Dr Robyn Gillies’ studies of small-group learning in school classrooms could bring new twists to an old technique.

Her research suggests it has huge potential for teaching academic and interpersonal skills such as problem-solving, communication and conflict resolution.

Ways to exploit this potential could include grouping students with varying abilities, encouraging good student-teacher communication and setting tasks which can’t be completed unless every member of the group participates.

Dr Gillies, a senior lecturer in the University’s School of Education, specialises in school guidance and counselling, cooperative group learning and children’s behaviour in school.

Her $70,000 UQ Foundation Research Excellence Award will fund the next stage of research which has already attracted more than $320,000 in three Australian Research Council grants since 1995.

Dr Gillies worked with more than 1500 children and teachers from more than 50 schools, monitoring and analysing small-group dynamics to show the potential benefits of small-group learning.

Now she is teaching teachers how to incorporate cooperative learning strategies in their curricula. She has run inservice workshops for more than 40 teachers from four secondary schools in Brisbane.

The next stage will be to see whether or not this training promotes friendly and open teacher-student interactions and the effect this has on students’ communication skills, prosocial behaviours and learning.

Her research so far has been limited to monitoring students as they interact in small groups, she says. Now she wants to capture the wider class context – particularly the language teachers and students use to communicate with each other.

Dr Gillies’ work suggests that a teacher does better as the “guide on the side”, not the “sage on the stage”. And overall, she hopes, her research will help teachers and students make the most of the classroom experience while encouraging life-long learning.

“I’ve found that teachers working in cooperative learning environments tend to use language which is demonstrative, intimate, encouraging and helpful,” Dr Gillies said, “and their students seem to see them as supportive, friendly, tolerant, competent and motivating.

“This is in contrast to traditional classrooms where teachers’ language is sometimes seen as authoritarian, rigid and critical, and the teachers themselves as distant and impersonal.”

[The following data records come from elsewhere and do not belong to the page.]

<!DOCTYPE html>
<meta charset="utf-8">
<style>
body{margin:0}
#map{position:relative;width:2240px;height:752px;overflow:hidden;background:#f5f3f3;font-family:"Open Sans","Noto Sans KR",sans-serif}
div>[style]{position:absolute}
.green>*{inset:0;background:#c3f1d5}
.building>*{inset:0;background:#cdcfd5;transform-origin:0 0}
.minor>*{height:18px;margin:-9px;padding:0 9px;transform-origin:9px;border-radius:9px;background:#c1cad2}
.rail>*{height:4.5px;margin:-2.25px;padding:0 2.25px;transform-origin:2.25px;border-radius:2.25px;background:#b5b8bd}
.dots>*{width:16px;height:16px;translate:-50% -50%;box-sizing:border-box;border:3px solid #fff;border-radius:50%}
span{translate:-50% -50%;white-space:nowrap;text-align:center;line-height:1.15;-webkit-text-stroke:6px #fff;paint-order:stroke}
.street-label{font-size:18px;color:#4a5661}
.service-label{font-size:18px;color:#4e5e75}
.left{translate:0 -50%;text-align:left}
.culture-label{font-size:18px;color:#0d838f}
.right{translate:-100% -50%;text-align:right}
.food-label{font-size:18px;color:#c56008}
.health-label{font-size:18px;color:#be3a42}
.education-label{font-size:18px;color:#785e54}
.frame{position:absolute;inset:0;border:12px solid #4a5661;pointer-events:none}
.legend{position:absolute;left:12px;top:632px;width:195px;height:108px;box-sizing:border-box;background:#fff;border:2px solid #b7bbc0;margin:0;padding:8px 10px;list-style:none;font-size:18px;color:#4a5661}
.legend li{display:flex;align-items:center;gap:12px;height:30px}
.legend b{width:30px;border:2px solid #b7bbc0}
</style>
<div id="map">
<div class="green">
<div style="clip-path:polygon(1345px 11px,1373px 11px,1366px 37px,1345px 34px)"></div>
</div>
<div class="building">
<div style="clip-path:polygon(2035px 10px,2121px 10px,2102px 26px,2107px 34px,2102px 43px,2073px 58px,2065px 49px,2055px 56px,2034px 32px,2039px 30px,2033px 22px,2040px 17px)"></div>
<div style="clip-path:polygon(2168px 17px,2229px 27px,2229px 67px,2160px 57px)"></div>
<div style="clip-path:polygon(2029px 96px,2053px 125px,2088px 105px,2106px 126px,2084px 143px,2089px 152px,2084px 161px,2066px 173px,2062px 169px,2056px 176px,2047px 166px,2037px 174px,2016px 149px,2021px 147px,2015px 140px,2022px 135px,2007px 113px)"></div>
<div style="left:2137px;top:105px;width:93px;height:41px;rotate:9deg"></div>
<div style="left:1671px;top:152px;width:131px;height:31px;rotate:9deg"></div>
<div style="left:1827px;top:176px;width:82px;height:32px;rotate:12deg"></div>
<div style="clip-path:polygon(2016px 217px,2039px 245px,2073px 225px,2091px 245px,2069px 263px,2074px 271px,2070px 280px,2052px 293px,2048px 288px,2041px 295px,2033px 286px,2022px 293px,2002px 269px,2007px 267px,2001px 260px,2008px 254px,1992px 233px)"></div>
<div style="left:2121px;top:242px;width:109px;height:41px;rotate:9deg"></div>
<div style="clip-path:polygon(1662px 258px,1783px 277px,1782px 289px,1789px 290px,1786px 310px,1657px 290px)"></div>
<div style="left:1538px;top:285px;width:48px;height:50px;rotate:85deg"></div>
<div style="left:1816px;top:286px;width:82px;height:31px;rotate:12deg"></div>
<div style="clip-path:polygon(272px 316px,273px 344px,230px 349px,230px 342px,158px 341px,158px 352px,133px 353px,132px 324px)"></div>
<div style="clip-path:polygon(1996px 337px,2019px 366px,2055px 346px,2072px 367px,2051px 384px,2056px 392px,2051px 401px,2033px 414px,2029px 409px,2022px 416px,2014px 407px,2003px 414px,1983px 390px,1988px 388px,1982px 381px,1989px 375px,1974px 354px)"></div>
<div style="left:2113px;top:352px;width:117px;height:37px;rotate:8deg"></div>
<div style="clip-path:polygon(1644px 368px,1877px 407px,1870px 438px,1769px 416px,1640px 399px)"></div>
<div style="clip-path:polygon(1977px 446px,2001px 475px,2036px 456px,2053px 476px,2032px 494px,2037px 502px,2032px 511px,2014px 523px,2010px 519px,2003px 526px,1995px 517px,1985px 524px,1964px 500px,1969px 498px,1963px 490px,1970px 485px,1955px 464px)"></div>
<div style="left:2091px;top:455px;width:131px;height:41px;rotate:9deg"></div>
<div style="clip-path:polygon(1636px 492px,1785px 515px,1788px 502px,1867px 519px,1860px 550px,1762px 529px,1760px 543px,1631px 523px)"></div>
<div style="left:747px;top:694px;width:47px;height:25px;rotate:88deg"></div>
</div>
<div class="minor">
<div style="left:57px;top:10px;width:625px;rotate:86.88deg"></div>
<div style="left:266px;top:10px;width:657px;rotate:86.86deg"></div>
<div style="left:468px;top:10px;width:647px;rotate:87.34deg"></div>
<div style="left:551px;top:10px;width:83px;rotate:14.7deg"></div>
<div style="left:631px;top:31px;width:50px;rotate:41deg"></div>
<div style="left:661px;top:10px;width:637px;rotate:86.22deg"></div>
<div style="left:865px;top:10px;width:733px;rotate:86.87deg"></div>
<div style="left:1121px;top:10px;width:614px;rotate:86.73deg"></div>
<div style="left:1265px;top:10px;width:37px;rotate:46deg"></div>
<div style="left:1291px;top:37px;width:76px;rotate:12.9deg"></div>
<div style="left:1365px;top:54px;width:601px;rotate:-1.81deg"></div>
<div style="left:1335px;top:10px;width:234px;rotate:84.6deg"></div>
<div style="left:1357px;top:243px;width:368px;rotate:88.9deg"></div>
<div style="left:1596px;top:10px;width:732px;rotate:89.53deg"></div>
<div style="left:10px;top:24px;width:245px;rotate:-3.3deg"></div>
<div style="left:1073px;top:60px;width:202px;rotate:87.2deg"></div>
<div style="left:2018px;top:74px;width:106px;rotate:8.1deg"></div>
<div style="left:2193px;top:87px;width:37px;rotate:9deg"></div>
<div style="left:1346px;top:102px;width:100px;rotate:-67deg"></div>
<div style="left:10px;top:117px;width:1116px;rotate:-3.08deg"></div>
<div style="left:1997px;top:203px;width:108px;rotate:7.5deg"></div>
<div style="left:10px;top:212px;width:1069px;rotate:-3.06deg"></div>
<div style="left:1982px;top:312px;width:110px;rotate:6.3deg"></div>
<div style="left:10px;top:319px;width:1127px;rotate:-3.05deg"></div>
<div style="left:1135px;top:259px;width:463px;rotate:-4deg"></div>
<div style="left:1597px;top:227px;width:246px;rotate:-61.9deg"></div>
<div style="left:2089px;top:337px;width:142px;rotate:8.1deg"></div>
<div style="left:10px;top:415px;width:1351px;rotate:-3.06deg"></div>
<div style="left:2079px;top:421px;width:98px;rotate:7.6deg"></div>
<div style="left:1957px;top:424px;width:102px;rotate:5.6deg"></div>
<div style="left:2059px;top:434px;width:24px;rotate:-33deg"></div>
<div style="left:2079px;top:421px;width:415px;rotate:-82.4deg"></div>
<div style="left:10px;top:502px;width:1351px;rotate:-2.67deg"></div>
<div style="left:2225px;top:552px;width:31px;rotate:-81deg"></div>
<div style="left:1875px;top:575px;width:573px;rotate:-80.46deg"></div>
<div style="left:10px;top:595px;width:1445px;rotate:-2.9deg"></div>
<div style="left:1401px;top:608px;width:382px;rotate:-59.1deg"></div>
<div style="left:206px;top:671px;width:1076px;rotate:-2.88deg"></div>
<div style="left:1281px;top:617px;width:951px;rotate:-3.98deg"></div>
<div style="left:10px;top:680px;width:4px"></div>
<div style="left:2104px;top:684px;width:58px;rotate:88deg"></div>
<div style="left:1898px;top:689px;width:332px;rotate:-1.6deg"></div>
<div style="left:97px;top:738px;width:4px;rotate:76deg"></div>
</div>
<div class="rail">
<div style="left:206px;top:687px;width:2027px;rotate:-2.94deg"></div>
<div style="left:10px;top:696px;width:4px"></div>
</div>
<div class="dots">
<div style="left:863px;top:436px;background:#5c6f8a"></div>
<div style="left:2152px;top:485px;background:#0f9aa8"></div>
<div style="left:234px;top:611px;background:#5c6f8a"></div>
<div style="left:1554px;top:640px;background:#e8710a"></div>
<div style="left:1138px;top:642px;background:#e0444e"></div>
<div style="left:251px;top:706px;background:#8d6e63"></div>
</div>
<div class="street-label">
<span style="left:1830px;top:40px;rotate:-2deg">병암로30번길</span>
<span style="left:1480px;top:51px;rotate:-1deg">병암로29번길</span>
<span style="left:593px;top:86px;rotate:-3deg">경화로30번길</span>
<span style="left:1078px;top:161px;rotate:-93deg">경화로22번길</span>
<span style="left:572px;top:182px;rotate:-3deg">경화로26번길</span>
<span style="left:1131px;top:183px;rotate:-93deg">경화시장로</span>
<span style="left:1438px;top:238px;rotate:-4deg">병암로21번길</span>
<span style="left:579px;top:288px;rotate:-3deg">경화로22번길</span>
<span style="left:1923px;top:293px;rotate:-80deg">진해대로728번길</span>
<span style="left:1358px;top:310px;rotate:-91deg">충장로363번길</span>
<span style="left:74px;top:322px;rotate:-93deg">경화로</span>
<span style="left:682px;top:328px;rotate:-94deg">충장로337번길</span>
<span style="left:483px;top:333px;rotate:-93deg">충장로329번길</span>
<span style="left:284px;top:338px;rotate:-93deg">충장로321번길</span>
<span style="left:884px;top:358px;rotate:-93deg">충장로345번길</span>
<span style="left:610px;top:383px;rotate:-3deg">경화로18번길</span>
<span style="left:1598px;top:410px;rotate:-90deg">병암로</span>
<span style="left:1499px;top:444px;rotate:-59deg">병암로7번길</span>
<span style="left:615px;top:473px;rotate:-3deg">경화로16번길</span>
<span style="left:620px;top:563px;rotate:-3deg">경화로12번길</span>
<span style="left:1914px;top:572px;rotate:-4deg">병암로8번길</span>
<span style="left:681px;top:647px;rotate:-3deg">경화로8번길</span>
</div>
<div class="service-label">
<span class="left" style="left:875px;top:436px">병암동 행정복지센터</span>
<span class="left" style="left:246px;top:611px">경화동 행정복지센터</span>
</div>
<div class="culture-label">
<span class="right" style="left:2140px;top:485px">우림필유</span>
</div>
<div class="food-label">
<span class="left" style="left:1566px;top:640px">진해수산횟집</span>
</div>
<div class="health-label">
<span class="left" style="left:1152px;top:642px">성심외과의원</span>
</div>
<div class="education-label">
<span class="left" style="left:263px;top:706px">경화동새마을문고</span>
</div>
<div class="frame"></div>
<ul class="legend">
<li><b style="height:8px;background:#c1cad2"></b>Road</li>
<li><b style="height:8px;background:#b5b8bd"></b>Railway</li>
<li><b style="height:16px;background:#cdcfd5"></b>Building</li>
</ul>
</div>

Dr Gillies was a guidance officer for Education Queensland during the mid 1980s when a “conversion on the road to Damascus” awakened her interest in cooperative learning.

“I was visiting a primary school which accommodated students with special needs and I saw an absolutely inspiring example of structured positive independence,” she said.

“The teachers were fantastic. They had split the class into small, carefully-structured groups of varying abilities and each group had a task which couldn’t be completed unless everyone participated. The kids all helped each other and the result was total interaction and inclusiveness.”

Dr Gillies started a part-time PhD in education in 1989. In 1991 she won an Education Queensland fellowship to study full-time and began tutoring, and she has worked with the School of Education’s Fred and Eleanor Schonell Special Education ever since.